# Cars Dataset

In [None]:
import numpy as np
from matplotlib import pyplot as plt
from pathlib import Path
from PIL import Image
import random
import scipy
from sklearn.linear_model import SGDClassifier
from sklearn.utils import shuffle
import time
from torchvision.models import resnet18, ResNet18_Weights
from torch.nn import Identity
from torchvision.io import read_image
from torchvision import transforms
import torch
from tqdm import tqdm

plt.rcParams['figure.figsize'] = [12, 8]

%load_ext autoreload
%autoreload 2

## Data

The dataset should (be downloaded)[https://ai.stanford.edu/~jkrause/cars/car_dataset.html] and extracted into a `data/` folder at the project root.  

In [None]:
DATA_PATH = Path("data")

### TASK 1 - Build a function that converts a labelled dataset into labelled and unlabelled subsets.

In [None]:
def get_labelled_and_unlabelled_indexes(
    dataset_labels,
    proportion
):
    if 0 >= proportion >= 1:
        raise ValueError("`proportion` should be a float between 0 and 1.")

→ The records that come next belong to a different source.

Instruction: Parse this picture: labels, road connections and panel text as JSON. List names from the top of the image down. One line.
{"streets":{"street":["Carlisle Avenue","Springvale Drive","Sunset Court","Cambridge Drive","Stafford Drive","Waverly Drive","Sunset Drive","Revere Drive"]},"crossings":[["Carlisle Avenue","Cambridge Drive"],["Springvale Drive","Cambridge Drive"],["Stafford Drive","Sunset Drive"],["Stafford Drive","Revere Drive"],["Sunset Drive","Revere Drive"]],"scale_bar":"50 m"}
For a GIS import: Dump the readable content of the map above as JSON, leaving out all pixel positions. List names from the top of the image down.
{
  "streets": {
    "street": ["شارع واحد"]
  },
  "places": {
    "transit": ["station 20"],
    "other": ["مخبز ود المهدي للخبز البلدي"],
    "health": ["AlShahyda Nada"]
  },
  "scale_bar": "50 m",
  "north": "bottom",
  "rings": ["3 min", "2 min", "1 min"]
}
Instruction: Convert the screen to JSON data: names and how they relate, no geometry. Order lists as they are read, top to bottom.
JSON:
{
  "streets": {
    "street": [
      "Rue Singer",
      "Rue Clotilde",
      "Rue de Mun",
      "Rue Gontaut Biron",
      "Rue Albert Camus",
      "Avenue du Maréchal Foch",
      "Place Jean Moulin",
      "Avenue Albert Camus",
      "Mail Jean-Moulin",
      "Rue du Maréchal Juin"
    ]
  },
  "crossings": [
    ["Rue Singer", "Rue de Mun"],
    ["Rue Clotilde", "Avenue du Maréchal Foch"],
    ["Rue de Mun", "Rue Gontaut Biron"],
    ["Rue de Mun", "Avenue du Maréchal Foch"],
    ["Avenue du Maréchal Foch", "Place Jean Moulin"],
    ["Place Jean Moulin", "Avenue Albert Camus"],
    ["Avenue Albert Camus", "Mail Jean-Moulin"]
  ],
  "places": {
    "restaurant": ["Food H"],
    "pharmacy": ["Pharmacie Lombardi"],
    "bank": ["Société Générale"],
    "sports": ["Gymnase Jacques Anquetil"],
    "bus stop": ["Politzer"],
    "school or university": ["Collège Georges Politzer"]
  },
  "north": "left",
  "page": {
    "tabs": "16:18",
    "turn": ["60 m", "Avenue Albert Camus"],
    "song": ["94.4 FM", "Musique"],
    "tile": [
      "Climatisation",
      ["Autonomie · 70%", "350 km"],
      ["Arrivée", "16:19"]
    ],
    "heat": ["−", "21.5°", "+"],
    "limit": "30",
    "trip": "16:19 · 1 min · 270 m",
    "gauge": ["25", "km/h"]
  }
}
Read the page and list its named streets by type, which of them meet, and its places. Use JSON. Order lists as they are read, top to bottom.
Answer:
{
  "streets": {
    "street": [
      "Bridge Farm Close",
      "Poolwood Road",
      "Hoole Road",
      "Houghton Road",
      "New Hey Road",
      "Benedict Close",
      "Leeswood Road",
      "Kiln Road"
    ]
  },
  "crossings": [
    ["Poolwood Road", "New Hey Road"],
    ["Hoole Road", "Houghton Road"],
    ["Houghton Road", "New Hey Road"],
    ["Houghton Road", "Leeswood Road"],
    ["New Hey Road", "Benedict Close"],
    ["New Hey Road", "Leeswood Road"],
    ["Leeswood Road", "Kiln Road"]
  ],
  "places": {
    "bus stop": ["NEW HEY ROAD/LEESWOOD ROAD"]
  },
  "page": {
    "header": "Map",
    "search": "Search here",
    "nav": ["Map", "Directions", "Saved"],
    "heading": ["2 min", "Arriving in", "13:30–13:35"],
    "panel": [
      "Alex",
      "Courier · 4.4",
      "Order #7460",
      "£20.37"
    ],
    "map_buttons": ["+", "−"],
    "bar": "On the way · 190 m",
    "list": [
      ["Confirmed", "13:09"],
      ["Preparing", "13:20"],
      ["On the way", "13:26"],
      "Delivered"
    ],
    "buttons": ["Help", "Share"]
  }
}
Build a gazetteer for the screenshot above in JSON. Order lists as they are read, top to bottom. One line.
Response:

    split_index = int(len(dataset_labels) * (1 - proportion))
    unique_classes = np.unique(dataset_labels).tolist()
    
    if split_index < len(unique_classes):
        min_proportion = len(unique_classes) / len(dataset_labels)
        raise ValueError(
            f"The proportion should be greater than {min_proportion} to ensure" \
            "all unique classes have at least one instance labelled."
        )
        
    dataset_indexes = np.arange(0, len(dataset_labels))
    
    while True:
        random.shuffle(dataset_indexes)
    
        labelled_indexes = dataset_indexes[:split_index]
        unlabelled_indexes = dataset_indexes[split_index:]
    
        # Make sure at least one instance of each class is labelled
        if np.unique(np.array(dataset_labels)[labelled_indexes]).tolist() == unique_classes:
            break
    
    return labelled_indexes, unlabelled_indexes 

### TASK 2 - Data cleaning

# TODO (PRINT deletion)

In [None]:
def delete_non_RGB_images(image_path):
    delete_count = 0
    for filename in image_path.iterdir():
        image = Image.open(filename)
        if image.mode == "RGB":
            continue
            
        print(f"Deleting {filename} (is not an RGB image).")
        filename.unlink()
        delete_count += 1

    print(f">>> Deleted {delete_count} files in {image_path}.")

    
for image_path in [
    DATA_PATH / "cars_train", 
    DATA_PATH / "cars_test", 
]:
    delete_non_RGB_images(image_path)

### TASK 3 - Dataset representation

In [None]:
def load_images(image_path):
    images = {}
    for filename in image_path.iterdir():
        # Directly load images as tensors
        images[filename.name] = read_image(str(filename))
    
    print(f"{len(images)} images in {image_path}.")
    
    return images    

train_images = load_images(DATA_PATH / "cars_train")
test_images = load_images(DATA_PATH / "cars_test")

In [None]:
def load_annotation_files(filename):
    data = scipy.io.loadmat(filename)["annotations"][0]
    
    annotations = {}
    for d in data:
        image_filename = d[-1][0]
        _class = d[-2][0][0]
        
        annotations[image_filename] = _class
    
    return annotations
        
train_annotations = load_annotation_files(DATA_PATH / "devkit" / "cars_train_annos.mat")

In [None]:
def prepare_model():
    model = resnet18(weights=ResNet18_Weights.DEFAULT)
    # Replace last layer
    model.fc = Identity()
    
    return model.eval()

model = prepare_model()

In [None]:
def prepare_dataset(model, transform, images, annotations):
    dataset = {}
    for i, (image_filename, image) in enumerate(tqdm(images.items())):
        if image_filename not in annotations:
            print(image_filename)
            continue
        
        x = image / 256
        x = transform(x)
        x = x.float()
        x = x.unsqueeze(0)
        
        embedding = model(x).detach()
        embedding = embedding[0].numpy()
        
        dataset[i] = {
            "embedding": embedding, 
            "class_idx": annotations[image_filename], 
            "labelled": True
        }
        
    return dataset
    
dataset = prepare_dataset(
    model=model, 
    transform=ResNet18_Weights.DEFAULT.transforms(), 
    images=train_images, 
    annotations=train_annotations
)
torch.save(dataset, DATA_PATH / "dataset.pt")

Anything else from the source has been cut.